Start of Records shown

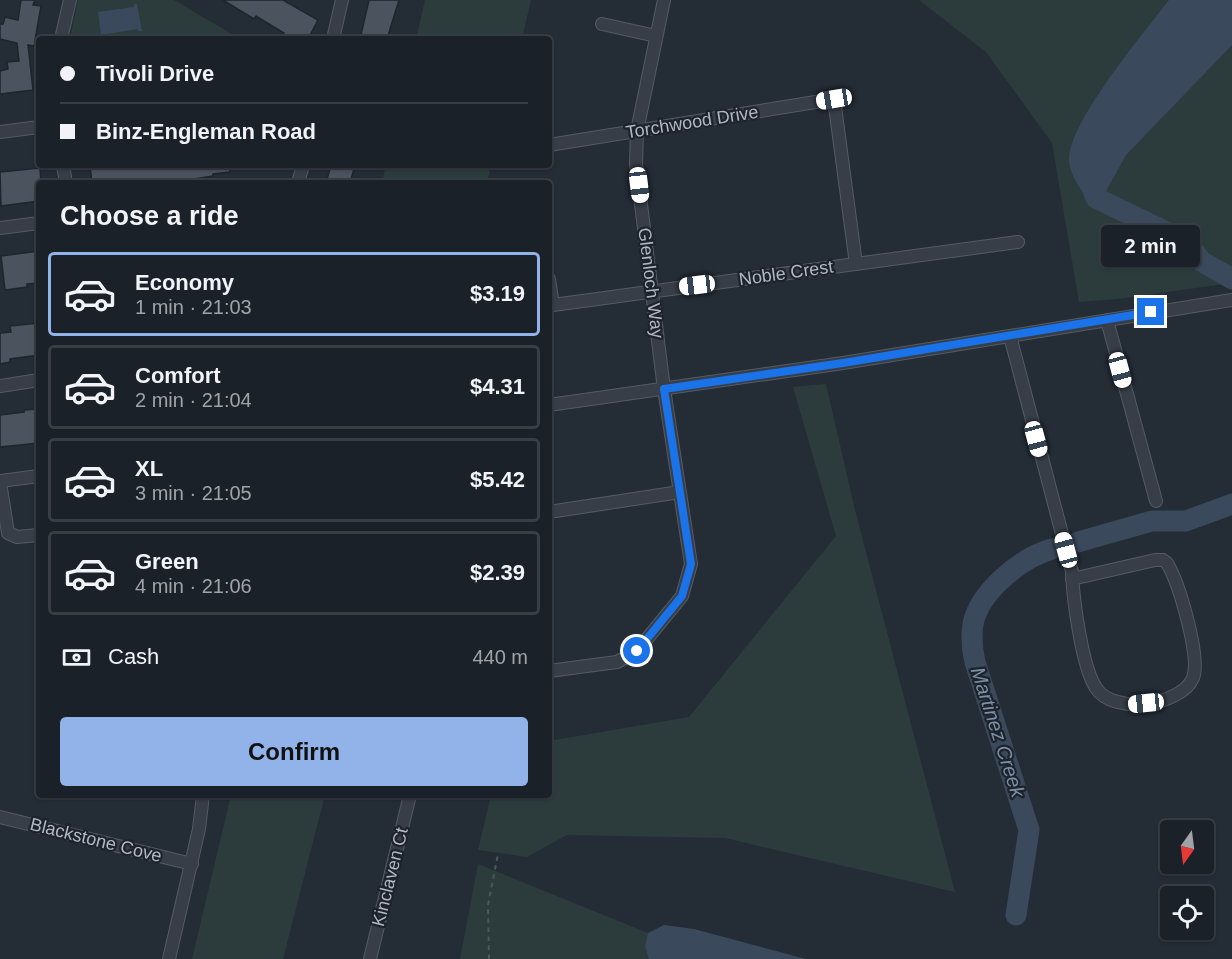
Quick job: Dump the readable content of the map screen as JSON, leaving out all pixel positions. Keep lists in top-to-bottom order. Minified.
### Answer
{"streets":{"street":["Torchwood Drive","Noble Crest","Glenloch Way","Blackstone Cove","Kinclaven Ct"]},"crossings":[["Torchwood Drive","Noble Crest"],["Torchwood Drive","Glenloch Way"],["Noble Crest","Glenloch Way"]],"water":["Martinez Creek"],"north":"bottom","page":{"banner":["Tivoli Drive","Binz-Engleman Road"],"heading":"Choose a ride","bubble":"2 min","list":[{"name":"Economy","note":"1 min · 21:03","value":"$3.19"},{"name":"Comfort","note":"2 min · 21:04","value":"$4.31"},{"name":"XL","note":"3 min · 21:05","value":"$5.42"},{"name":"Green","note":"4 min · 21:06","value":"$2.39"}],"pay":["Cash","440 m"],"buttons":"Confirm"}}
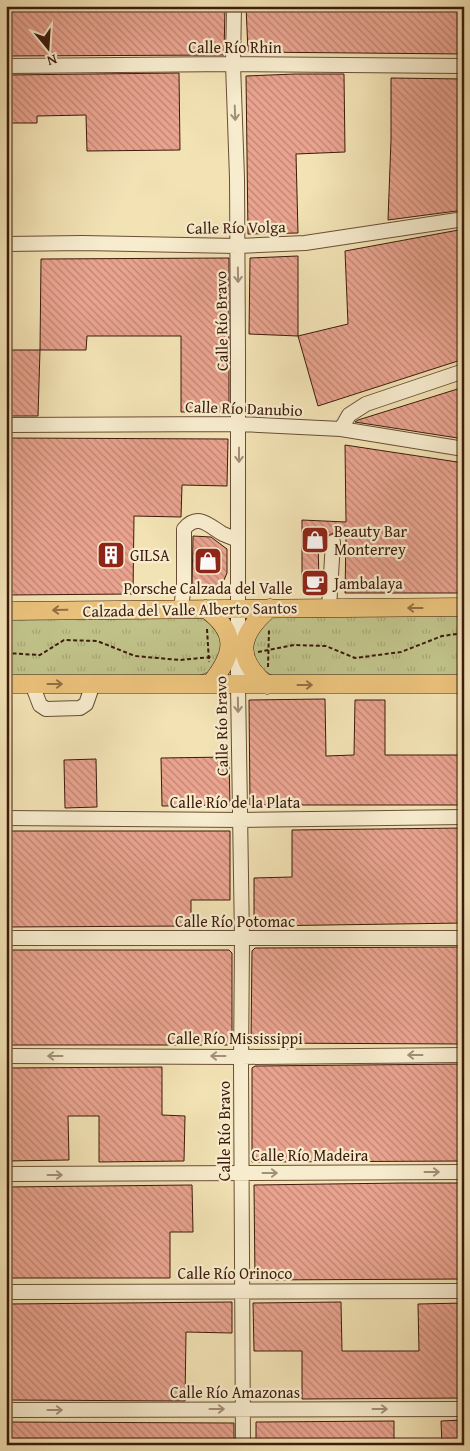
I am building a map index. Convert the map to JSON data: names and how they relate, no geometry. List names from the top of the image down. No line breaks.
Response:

End of Records shown

Instructions for the task |
Determine how many lines in the entries above contain the word "JSON", and respond with the number alone.

Response to the exercise |
2